The idea behind random forests is to sample from your training data (like in the bootstrap) to create new datasets, and fit decision trees to each of these resampled data. This gives a large number of decision trees, from similar but not exactly the same data. Then the prediction of a new observation is based on combining the predictions of all these trees.69
8.4.1 Details of Constructing the Random Trees
We will construct \(B\) total trees. The method for constructing the \(b^{th}\) tree (for \(b = 1, \dots, B\)) is the following:
- Generate a new dataset having \(n\) observations by resampling uniformly at random with replacement from the existing set of observations. This resampling is the same as in bootstrap. Of course, some of the original set of observations will be repeated in this bootstrap sample (because of with replacement draws) while some other observations might be dropped altogether. The observations that do not appear in the bootstrap are referred to as out of bag (o.o.b) observations.
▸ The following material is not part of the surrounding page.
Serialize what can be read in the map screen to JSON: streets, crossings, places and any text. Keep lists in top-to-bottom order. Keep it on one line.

- Construct a decision tree based on
the bootstrap sample. This tree construction is almost the same as
the construction underlying the
rpart
function but with two important differences:
Random selection of variables At each stage of splitting the data into groups, \(k\) number of variables are selected at random from the available set of \(p\) variables and only splits based on these \(k\) variables are considered. In contrast, in
rpart
, the best split is chosen by considering possible splits from all \(p\) explanatory variables and all thresholds.So it can happen, for example, that the first split in the tree is chosen from variables \(1, 2, 3\) resulting in two groups \(G_1\) and \(G_2\). But then in splitting the group \(G_1\), the split might chosen from variables \(4, 5, 6\) and in further splitting group \(G_2\), the next split might be based on variables \(1, 5, 6\) and so on.
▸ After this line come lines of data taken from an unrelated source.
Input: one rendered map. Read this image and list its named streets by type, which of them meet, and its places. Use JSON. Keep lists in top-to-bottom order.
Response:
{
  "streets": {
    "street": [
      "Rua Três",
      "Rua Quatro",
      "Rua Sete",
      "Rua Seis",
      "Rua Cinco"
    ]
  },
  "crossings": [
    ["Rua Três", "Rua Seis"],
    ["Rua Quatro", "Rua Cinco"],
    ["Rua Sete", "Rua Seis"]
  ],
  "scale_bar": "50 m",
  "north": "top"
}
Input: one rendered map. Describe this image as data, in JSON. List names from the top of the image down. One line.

The rationale behind this random selection of variables is that often covariates are highly correlated with each other, and the choice of using one \(X_j\) versus a variable \(X_k\) is likely to be due to training observations you have. Indeed we’ve seen in the body fat data, that the variables are highly correlated with each other. On future data, a different variable \(X_k\) might perform better. So by actually forcing the tree to explore not always relying on \(X_j\), you are more likely to give good predictions for future data that may not match your training data.
No “pruning” of trees We discussed above how to choose the depth or size of a tree, noting that too large of a tree results in a tree with a lot of variability, as your groups are based on small sample sizes. However, the tree construction in random forests the trees are actually grown to full size. There is no pruning involved, i.e. no attempt to find the right size tree. More precisely, each tree is grown till the number of observations in each terminal node is no more than a size \(m\). This, of course, means that each individual tree will overfit the data. However, each individual tree will overfit in a different way and when we average the predictions from different trees, the overfitting will be removed.
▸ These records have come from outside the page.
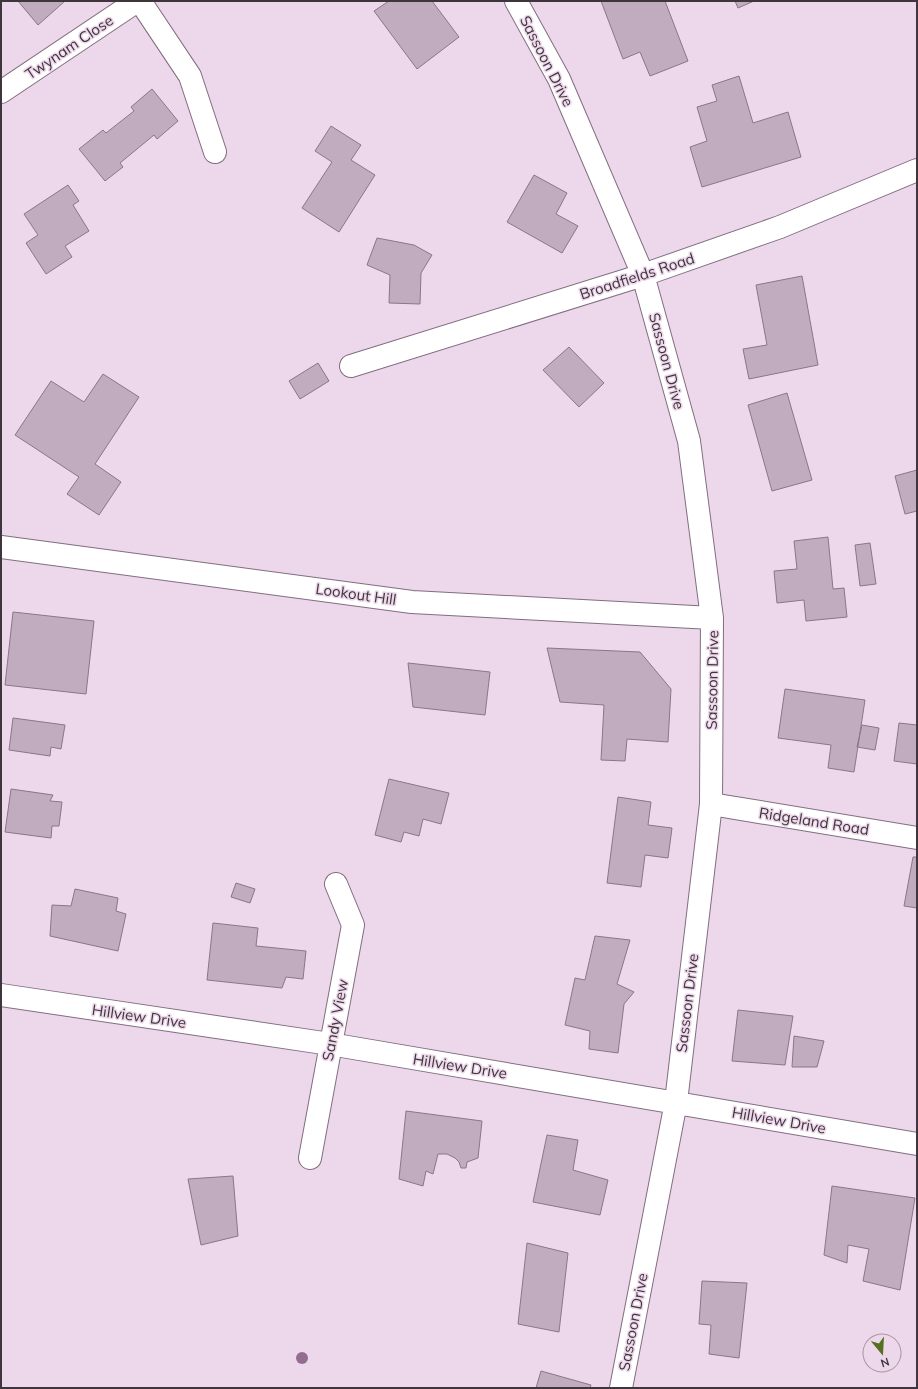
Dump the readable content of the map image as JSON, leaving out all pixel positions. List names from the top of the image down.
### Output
{
  "streets": {
    "street": [
      "Twynam Close",
      "Sassoon Drive",
      "Broadfields Road",
      "Lookout Hill",
      "Ridgeland Road",
      "Hillview Drive",
      "Sandy View"
    ]
  },
  "crossings": [
    ["Sassoon Drive", "Broadfields Road"],
    ["Sassoon Drive", "Lookout Hill"],
    ["Sassoon Drive", "Ridgeland Road"],
    ["Sassoon Drive", "Hillview Drive"],
    ["Hillview Drive", "Sandy View"]
  ],
  "north": "bottom"
}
At the end, we will have \(B\) trees. These \(B\) trees will all be different because each tree will be based on a different bootstrapped dataset and also because of our randomness choice of variables to consider in each split. The idea is that these different models, that might be roughly similar, when put together will fit future data more robustly.
Prediction now works in the following natural way. Given a new observation with explanatory variable values \(x_1, \dots, x_p\), each tree in our forest will yield a prediction for the response of this new observation. Our final prediction will simply take the average of the predictions of the individual trees (in case of regression trees) or the majority vote of the predictions of the individual trees in case of classification.
8.4.2 Application in R
We shall use the R function randomForest
(in the package
randomForest
) for constructing random forests. The following important parameters are
ntree
corresponding to \(B\), the number of trees to fit. This should be large (default choice is 500)mtry
corresponding to \(k\), the number of random variables to consider at each split (whose default choice is \(p/3\))nodesize
corresponding to \(m\), the maximum size allowed for any terminal node (whose default size is 5)
Let us now see how random forests work for regression in the bodyfat dataset.
The syntax for the randomForest
function works as follows:
library(randomForest)
ft = randomForest(BODYFAT ~ AGE + WEIGHT + HEIGHT +
CHEST + ABDOMEN + HIP + THIGH, data = body, importance = TRUE)
ft
##
## Call:
## randomForest(formula = BODYFAT ~ AGE + WEIGHT + HEIGHT + CHEST + ABDOMEN + HIP + THIGH, data = body, importance = TRUE)
## Type of random forest: regression
## Number of trees: 500
## No. of variables tried at each split: 2
##
## Mean of squared residuals: 23.30256
## % Var explained: 66.6
R tells us that ntree
is 500 and mtry
(number of variables tried
at each split) is 2. We can change these values if we want.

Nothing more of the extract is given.